■ TASK REQUIREMENTS
Among the entries below, count each line holding the word "stream". Write only the number.

Start of SOURCE MATERIAL

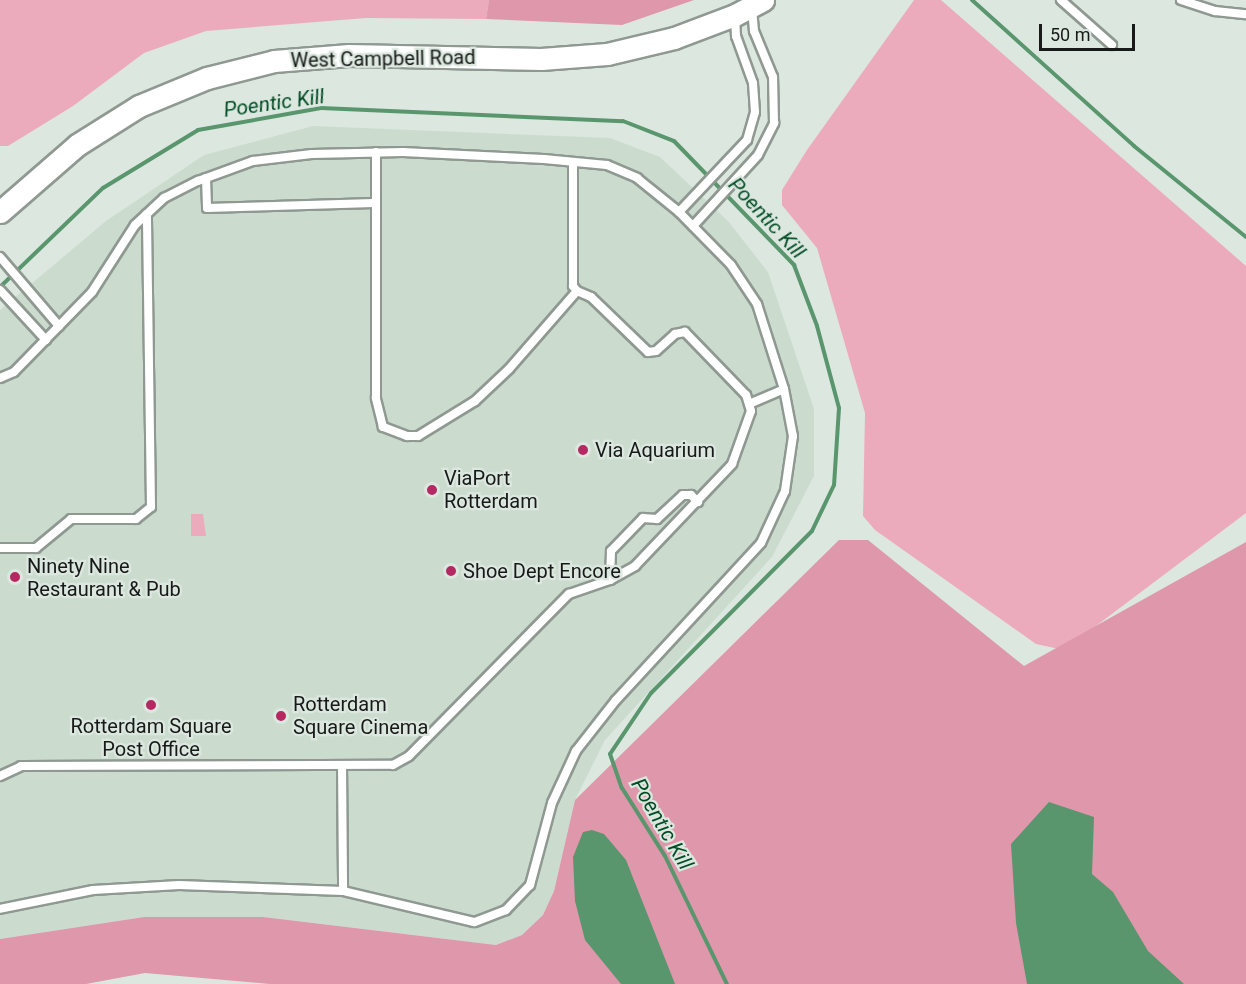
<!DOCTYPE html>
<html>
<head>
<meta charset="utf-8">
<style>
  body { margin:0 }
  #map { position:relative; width:1246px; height:984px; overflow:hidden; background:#dce7df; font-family:Roboto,sans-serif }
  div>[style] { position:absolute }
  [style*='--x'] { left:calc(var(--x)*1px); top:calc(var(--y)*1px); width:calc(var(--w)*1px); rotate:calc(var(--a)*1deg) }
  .built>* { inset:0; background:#cbdccf }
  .green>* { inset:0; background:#ecabbd }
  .forest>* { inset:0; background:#de97ab }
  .water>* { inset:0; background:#59966d }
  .stream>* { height:4px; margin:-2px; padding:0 2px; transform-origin:2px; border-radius:2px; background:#59966d }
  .roads { filter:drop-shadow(2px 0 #8f9992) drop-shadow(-2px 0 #8f9992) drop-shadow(0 2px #8f9992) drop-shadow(0 -2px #8f9992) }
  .service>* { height:8px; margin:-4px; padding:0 4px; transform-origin:4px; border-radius:4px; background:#fff }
  .secondary>* { height:21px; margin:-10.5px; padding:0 10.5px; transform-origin:10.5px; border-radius:10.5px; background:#fff }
  .dots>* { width:16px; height:16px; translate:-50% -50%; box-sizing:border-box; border:3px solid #dce7df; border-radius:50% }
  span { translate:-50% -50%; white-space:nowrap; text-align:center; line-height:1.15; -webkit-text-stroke:4.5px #dce7df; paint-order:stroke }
  .street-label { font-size:20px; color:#171a18 }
  .poi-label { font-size:20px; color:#171a18 }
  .left { translate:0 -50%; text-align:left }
  .water-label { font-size:21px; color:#004d26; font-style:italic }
  .scale { position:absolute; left:1039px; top:24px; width:96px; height:27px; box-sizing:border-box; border:3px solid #171a18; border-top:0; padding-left:8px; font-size:18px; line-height:21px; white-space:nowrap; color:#171a18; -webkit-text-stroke:4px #dce7df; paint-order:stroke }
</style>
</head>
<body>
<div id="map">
  <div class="built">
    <i style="clip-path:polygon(313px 126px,610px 138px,660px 157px,728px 221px,768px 272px,814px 409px,814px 476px,772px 557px,605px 740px,575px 800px,554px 891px,543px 915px,522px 935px,496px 945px,263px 917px,144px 917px,0 939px,0 310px,106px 221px,204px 155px)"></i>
  </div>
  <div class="green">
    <i style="clip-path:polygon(0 0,489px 0,486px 19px,366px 18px,206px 31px,144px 53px,73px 106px,8px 146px,0 146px)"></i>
    <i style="clip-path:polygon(914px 0,941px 0,1246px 266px,1246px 513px,1064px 650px,1036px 644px,875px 530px,863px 516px,865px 413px,817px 248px,782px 205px,782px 190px,807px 150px)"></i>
    <i style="clip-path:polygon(191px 514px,203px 514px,206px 536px,191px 536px)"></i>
  </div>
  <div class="forest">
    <i style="clip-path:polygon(489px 0,694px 0,622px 25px,486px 19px)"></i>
    <i style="clip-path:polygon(839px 540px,868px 540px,1024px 666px,1246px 542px,1246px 984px,270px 984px,145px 973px,86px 984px,0 984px,0 939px,144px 917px,263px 917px,496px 945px,522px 935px,543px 915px,554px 891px,575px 800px)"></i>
  </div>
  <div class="water">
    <i style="clip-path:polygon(1049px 802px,1094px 817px,1092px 874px,1113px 892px,1148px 951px,1184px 984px,1027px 984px,1016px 923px,1011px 844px)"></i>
    <i style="clip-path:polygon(592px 830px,604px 834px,626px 860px,675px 984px,621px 984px,585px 940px,575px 901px,573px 857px,583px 832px)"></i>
  </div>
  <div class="stream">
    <i style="--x:972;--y:0;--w:218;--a:42"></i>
    <i style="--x:1134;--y:146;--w:144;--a:39.1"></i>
    <i style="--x:0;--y:287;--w:143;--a:-43.9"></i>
    <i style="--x:103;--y:188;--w:111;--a:-31.4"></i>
    <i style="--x:198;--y:130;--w:125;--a:-10.1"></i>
    <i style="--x:321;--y:108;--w:302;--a:2.5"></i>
    <i style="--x:623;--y:121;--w:55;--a:21.4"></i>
    <i style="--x:674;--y:141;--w:173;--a:45.9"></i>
    <i style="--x:794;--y:265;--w:65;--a:69.3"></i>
    <i style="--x:817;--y:326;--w:85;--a:75"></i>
    <i style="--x:839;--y:408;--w:77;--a:93.7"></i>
    <i style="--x:834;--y:485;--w:51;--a:115.6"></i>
    <i style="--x:812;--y:531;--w:228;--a:134.8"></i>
    <i style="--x:651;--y:693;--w:73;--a:123.9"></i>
    <i style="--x:610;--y:754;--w:36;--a:71"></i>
    <i style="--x:622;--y:788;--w:80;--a:57.7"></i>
    <i style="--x:665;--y:856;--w:142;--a:64.2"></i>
  </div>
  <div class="roads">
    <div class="service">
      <i style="--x:1061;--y:0;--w:68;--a:41.4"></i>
      <i style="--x:1181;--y:0;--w:36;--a:18"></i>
      <i style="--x:1215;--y:11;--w:31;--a:6"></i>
      <i style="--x:573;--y:162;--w:124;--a:90"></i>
      <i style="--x:573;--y:286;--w:6;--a:51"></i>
      <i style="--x:206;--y:178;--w:30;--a:88"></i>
      <i style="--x:207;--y:208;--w:167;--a:-1.7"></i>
      <i style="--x:679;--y:212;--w:99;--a:-46.6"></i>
      <i style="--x:747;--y:140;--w:29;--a:-74"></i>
      <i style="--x:755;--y:112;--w:29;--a:-94"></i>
      <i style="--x:753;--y:83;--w:50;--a:-109.9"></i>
      <i style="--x:736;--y:36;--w:19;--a:-93"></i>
      <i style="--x:693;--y:226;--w:96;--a:-47.5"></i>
      <i style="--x:758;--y:155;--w:36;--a:-63"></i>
      <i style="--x:774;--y:123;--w:46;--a:-91.2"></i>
      <i style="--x:773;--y:77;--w:50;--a:-112.4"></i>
      <i style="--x:754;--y:31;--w:22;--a:-95"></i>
      <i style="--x:0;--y:257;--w:91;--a:49.5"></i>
      <i style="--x:0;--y:290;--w:68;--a:47.4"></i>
      <i style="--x:0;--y:378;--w:15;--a:-23"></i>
      <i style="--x:14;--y:372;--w:112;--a:-45.7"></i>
      <i style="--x:92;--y:292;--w:80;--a:-57.3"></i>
      <i style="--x:135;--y:225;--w:40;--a:-43"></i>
      <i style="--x:164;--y:198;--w:38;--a:-27"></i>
      <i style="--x:198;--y:181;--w:59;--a:-20"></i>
      <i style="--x:253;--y:161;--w:59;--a:-6.8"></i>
      <i style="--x:312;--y:154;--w:91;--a:-1.3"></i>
      <i style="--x:403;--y:152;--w:141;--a:2.8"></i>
      <i style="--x:544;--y:159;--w:63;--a:5.4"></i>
      <i style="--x:607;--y:165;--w:33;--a:23"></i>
      <i style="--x:637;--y:178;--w:54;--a:39"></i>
      <i style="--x:679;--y:212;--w:74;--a:45.5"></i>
      <i style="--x:731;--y:265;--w:47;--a:56.3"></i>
      <i style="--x:757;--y:304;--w:89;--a:72.4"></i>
      <i style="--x:784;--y:389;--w:48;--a:79.2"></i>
      <i style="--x:793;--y:436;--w:56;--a:98.3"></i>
      <i style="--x:785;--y:491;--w:57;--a:114.8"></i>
      <i style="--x:761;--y:543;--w:214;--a:132.7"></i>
      <i style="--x:616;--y:700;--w:65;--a:128.1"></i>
      <i style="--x:576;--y:751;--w:57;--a:114.8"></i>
      <i style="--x:552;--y:803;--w:85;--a:105"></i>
      <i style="--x:530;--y:885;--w:35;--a:134"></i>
      <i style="--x:506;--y:910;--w:34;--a:159"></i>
      <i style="--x:474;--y:922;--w:135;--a:-166.7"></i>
      <i style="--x:343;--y:891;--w:164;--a:-177.9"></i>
      <i style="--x:179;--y:885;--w:86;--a:176.7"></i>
      <i style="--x:93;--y:890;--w:95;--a:168.5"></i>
      <i style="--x:749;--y:404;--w:38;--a:-23"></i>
      <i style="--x:0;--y:548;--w:36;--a:0"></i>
      <i style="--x:36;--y:548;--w:45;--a:-39.6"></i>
      <i style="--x:71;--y:519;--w:65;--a:0"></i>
      <i style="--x:136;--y:519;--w:19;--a:-39"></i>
      <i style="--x:151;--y:507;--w:293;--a:-90.8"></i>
      <i style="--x:610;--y:580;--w:29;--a:-88"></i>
      <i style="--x:611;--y:551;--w:46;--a:-45.9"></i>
      <i style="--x:643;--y:518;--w:14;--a:4"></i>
      <i style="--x:657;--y:519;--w:35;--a:-43"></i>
      <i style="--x:683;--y:495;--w:8;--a:0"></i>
      <i style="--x:691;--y:495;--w:10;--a:45"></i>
      <i style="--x:342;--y:765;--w:126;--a:89.5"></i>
      <i style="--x:0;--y:776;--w:23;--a:-25"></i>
      <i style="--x:21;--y:766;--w:372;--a:-0.2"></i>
      <i style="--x:393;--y:765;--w:18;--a:-29"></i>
      <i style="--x:409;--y:756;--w:228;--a:-45.4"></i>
      <i style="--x:569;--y:594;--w:43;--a:-18.9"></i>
      <i style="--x:610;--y:580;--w:29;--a:-29"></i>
      <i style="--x:635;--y:566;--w:141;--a:-46.4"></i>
      <i style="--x:732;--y:464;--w:56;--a:-70.3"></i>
      <i style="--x:751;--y:411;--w:17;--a:-107"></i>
      <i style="--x:746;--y:395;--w:88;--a:-134.1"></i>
      <i style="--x:685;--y:332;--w:10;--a:169"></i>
      <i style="--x:675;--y:334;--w:25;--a:138"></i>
      <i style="--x:656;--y:351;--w:8;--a:173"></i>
      <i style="--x:648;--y:352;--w:79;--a:-136"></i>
      <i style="--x:591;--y:297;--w:15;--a:-157"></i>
      <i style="--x:577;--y:291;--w:103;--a:131.1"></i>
      <i style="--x:509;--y:369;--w:47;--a:136.7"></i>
      <i style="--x:475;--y:401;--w:67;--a:148.4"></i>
      <i style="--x:418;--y:436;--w:11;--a:180"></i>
      <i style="--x:407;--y:436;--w:26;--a:-159"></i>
      <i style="--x:383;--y:427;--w:30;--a:-104"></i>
      <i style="--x:376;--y:398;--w:246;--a:-90"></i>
    </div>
    <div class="secondary">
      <i style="--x:0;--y:212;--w:102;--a:-41"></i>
      <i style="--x:77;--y:145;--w:73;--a:-32.2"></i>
      <i style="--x:139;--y:106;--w:74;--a:-22.4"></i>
      <i style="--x:207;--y:78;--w:69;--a:-14.2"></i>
      <i style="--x:274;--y:61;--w:75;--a:-4.6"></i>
      <i style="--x:349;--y:55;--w:192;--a:1.2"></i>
      <i style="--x:541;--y:59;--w:66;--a:-4.3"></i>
      <i style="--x:607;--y:54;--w:69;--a:-13.4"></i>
      <i style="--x:674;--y:38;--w:65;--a:-20.7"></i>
      <i style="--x:735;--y:15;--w:32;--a:-28"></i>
    </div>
  </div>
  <div class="dots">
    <i style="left:583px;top:450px;background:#b52963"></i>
    <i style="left:432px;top:490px;background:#b52963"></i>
    <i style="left:451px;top:571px;background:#b52963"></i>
    <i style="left:15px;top:577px;background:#b52963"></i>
    <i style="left:151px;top:705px;background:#b52963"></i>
    <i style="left:281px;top:716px;background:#b52963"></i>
  </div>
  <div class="street-label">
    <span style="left:383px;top:59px;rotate:-1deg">West Campbell Road</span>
  </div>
  <div class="poi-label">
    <span class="left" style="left:595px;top:450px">Via Aquarium</span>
    <span class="left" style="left:444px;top:490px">ViaPort<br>Rotterdam</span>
    <span class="left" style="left:27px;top:578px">Ninety Nine<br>Restaurant &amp; Pub</span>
    <span class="left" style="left:463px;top:571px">Shoe Dept Encore</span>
    <span class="left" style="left:293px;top:716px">Rotterdam<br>Square Cinema</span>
    <span style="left:151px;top:738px">Rotterdam Square<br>Post Office</span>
  </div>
  <div class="water-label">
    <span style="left:274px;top:103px;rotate:-8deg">Poentic Kill</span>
    <span style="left:767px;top:218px;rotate:47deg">Poentic Kill</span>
    <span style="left:662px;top:824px;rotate:60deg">Poentic Kill</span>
  </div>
  <div class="scale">50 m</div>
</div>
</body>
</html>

End of SOURCE MATERIAL

■ RESULT FOR THIS EXERCISE
2